[Exercise]:
Where does the word "buttons" show up in the records? Copy every line that holds it.

[Task material]:
[Start of section]

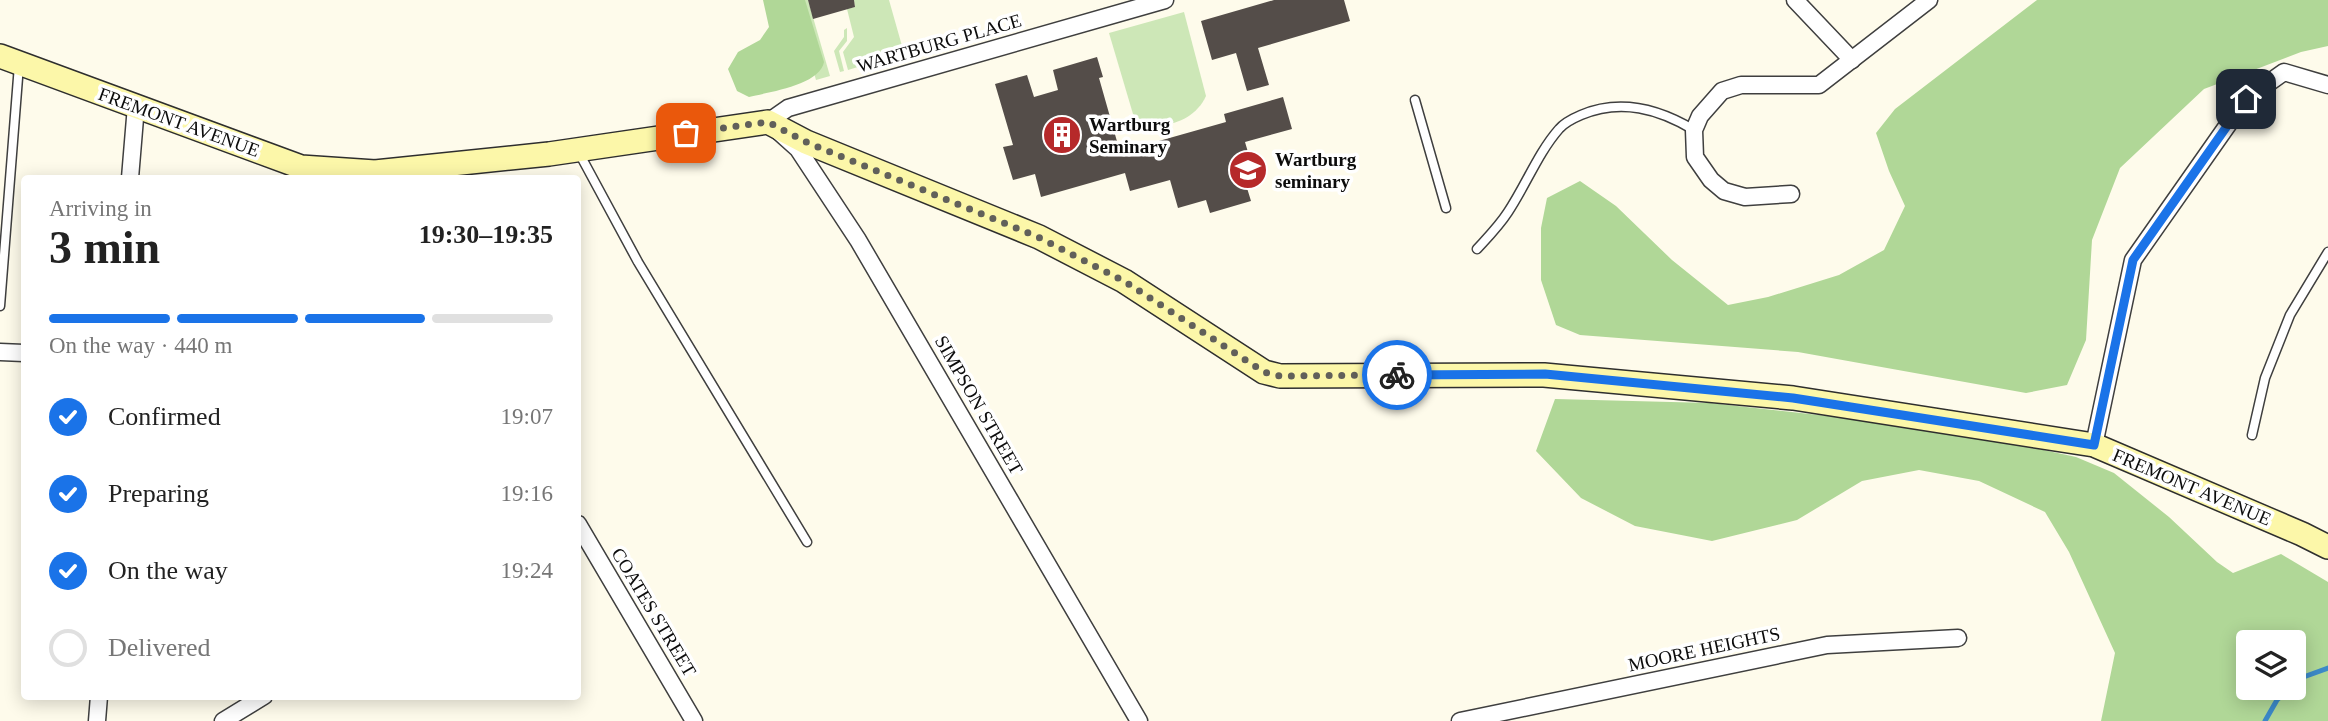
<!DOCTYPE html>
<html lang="en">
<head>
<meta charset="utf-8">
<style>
	body { margin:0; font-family:"Times New Roman",serif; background:#f6f6f6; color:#222; height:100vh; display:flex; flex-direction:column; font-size:26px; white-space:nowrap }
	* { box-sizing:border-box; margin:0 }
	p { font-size:23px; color:#767676 }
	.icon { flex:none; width:38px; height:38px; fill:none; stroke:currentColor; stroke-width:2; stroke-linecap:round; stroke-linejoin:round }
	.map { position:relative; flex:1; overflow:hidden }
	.drawer { position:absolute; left:21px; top:175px; width:560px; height:525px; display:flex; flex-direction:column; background:#fff; border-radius:7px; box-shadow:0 4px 18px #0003 }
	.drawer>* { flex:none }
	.buttons { position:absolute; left:2236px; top:630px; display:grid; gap:14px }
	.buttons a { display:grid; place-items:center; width:70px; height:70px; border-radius:7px; background:#fff; box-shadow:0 4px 18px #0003; font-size:35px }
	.pin { position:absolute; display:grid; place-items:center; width:60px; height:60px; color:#fff; margin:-30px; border-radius:14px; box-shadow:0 4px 10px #0006 }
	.courier { position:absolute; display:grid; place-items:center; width:70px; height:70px; margin:-35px; border:5px solid #1a73e8; border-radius:50%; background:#fff; color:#222; box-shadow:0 2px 9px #0007 }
	.overview em { font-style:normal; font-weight:700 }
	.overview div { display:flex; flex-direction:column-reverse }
	.overview { display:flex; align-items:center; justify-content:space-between; height:119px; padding:0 28px }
	h1 { font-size:46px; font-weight:700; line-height:52px }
	.bar { display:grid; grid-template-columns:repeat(4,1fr); gap:10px 7px; align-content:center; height:84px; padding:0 28px }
	.bar i { height:9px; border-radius:5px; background:#e0e0e0 }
	.bar .selected { background:#1a73e8 }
	.bar p { grid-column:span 4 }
	ol { padding:0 28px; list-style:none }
	li { display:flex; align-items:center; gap:21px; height:77px }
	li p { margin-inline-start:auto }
	li .icon { padding:7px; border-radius:50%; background:#1a73e8; color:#fff; stroke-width:4 }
	li:last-child { color:#767676 }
	li i { width:38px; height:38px; border:4px solid #e0e0e0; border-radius:50% }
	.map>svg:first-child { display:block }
	.green { fill:#cde7b7 }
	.forest { fill:#b0d797; fill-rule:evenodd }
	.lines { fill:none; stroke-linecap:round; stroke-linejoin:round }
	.stream { stroke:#3c89c8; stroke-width:5 }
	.building { fill:#544d49 }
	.lane-casing { stroke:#3f3f3f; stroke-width:11 }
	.street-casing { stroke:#3f3f3f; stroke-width:19 }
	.secondary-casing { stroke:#2e2e2e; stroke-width:26 }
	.lane { stroke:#fff; stroke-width:8 }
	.street { stroke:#fff; stroke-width:16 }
	.secondary { stroke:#fcf7a9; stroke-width:23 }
	.done { stroke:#61605a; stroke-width:7; stroke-dasharray:0 12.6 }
	.route { stroke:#1a73e8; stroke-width:9 }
	.labels { text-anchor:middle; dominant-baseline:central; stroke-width:7; stroke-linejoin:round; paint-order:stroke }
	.street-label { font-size:19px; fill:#0c0c0c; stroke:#fff }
	.poi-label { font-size:19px; font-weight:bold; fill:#0c0c0c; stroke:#fff; text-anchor:start }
</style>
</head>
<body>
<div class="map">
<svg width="2328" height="721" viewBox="0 0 2328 721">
	<rect width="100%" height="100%" fill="#fefbeb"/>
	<g class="green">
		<polygon points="793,0 808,0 830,76 816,80"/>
		<polygon points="854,0 889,0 904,53 848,70 843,52 854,37 847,9 855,7"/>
		<path d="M 1184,12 L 1206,96 C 1194,123 1155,135 1133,114 L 1109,33 Z"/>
		<polygon points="847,28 847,41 839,51 844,71 840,72 834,51 844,37 844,30"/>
	</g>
	<g class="forest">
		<path d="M 763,0 L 805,0 L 824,62 C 820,85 769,92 749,97 L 737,91 L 728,69 L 738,52 L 760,40 L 769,27 Z"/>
		<polygon points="2037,0 2328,0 2328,46 2301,52 2204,89 2120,168 2092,240 2086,340 2067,385 2026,393 1798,352 1580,335 1556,325 1541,280 1541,228 1547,198 1580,181 1616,206 1672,260 1728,305 1768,297 1839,275 1884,250 1905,206 1889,171 1876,133 1895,109"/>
		<path d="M 1555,399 L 1710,403 L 1946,429 L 2076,457 L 2114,473 L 2169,517 L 2217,562 L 2233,573 L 2281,554 L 2328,582 L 2328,721 L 2101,721 L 2115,653 L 2069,552 L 2045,512 L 1979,481 L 1919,470 L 1862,481 L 1797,520 L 1712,541 L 1635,526 L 1581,498 L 1536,451 ZM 2249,642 L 2294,642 L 2294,688 L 2249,688 Z"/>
	</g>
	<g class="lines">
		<g class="stream">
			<polyline points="2294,683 2298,679 2328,668"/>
			<polyline points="2265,721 2277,700 2290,688"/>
		</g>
	</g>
	<g class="building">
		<polygon points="808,0 854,0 855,7 813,19"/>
		<polygon points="1274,0 1344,0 1350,21 1258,48 1269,85 1247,91 1236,53 1212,60 1201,21"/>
		<polygon points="1097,57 1103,77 1099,78 1120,152 1226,122 1224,114 1283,97 1292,129 1245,142 1250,159 1239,162 1251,201 1210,213 1206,200 1178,208 1170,180 1130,191 1125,173 1041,197 1035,174 1013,180 1003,147 1013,145 995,84 1027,75 1034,97 1058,90 1053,70"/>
	</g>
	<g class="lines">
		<defs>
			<g id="lane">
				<polyline points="1415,100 1446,208"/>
				<polyline points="578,151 638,262 807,542"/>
				<path d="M 1477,249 C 1488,237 1499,226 1508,212 C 1526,185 1538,153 1559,129 C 1564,123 1574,118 1581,115 C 1621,98 1659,109 1694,130"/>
				<polyline points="0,306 19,65"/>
				<polyline points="2252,435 2265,378 2290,315 2328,252"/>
			</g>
			<g id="street">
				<polyline points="1795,0 1852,60"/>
				<polyline points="130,178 136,106"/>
				<polyline points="1791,194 1745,197 1724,191 1711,180 1695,157 1694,130 1700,116 1722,91 1741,85 1819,85 1929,0"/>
				<polyline points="0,352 24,353"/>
				<polyline points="2094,445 2133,260 2246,99 2284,72 2328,85"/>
				<polyline points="578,524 694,721"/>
				<polyline points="97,721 99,696"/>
				<polyline points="223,721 264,696"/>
				<polyline points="1139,721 858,240 798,149 768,122 788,108 1165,0"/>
				<polyline points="1460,721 1827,645 1958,638"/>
			</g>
			<polyline id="secondary" points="0,56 301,167 375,172 549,154 768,122 806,142 1039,237 1124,281 1264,372 1280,376 1544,375 1793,398 2094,445 2302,534 2328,547"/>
		</defs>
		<use href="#lane" class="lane-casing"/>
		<use href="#street" class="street-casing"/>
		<use href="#secondary" class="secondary-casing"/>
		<use href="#lane" class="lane"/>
		<use href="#street" class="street"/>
		<use href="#secondary" class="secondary"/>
	</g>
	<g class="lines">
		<polyline class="done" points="686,133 768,122 806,142 1038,237 1124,281 1264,372 1280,376 1397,375"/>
		<polyline class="route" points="1397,375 1545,374 1793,398 2094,445 2133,260 2246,99"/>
	</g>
	<defs>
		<symbol id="building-disc" viewBox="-11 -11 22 22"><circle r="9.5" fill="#b6292a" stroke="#fff"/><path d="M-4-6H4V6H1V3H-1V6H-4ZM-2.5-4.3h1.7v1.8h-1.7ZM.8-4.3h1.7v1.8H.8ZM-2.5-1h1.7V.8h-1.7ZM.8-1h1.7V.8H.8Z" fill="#fff"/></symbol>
		<symbol id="university-disc" viewBox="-11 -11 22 22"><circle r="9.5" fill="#b6292a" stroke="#fff"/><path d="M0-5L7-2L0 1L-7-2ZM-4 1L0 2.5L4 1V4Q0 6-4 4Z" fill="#fff"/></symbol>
	</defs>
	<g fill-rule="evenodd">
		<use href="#building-disc" x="1040" y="113" width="44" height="44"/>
		<use href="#university-disc" x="1226" y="148" width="44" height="44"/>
	</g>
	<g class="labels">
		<g class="street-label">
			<text transform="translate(939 43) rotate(-16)">WARTBURG PLACE</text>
			<text transform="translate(179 122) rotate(20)">FREMONT AVENUE</text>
			<text transform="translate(979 405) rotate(60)">SIMPSON STREET</text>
			<text transform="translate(2192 487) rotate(23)">FREMONT AVENUE</text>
			<text transform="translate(654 612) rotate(59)">COATES STREET</text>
			<text transform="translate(1704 649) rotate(-12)">MOORE HEIGHTS</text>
		</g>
		<g class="poi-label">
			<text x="1089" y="124">Wartburg<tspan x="1089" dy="22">Seminary</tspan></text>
			<text x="1275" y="159">Wartburg<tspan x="1275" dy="22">seminary</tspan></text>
		</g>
	</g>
</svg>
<div class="buttons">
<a><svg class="icon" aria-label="layers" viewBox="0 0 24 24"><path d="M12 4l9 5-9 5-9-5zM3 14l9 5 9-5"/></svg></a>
</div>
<div class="pin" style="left:686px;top:133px;background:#ea580c"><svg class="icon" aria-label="bag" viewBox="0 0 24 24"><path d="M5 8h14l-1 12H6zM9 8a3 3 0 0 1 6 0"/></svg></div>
<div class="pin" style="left:2246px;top:99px;background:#1f2937"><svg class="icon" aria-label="home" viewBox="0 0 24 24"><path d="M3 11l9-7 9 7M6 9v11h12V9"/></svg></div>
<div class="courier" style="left:1397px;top:375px"><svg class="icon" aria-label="bike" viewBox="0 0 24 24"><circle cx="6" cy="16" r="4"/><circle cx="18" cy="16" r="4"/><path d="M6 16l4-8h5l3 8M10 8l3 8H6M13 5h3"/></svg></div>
<section class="drawer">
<div class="overview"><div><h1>3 min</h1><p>Arriving in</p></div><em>19:30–19:35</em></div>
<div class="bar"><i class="selected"></i><i class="selected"></i><i class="selected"></i><i></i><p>On the way · 440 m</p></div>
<ol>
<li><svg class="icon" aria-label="check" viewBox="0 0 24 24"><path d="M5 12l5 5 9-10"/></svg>Confirmed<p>19:07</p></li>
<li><svg class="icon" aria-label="check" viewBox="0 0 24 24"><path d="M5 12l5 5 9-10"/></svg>Preparing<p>19:16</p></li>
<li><svg class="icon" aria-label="check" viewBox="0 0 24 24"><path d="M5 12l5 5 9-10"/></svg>On the way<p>19:24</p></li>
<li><i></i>Delivered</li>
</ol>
</section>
</div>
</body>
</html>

[End of section]

[Response to this exercise]:
	.buttons { position:absolute; left:2236px; top:630px; display:grid; gap:14px }
	.buttons a { display:grid; place-items:center; width:70px; height:70px; border-radius:7px; background:#fff; box-shadow:0 4px 18px #0003; font-size:35px }
<div class="buttons">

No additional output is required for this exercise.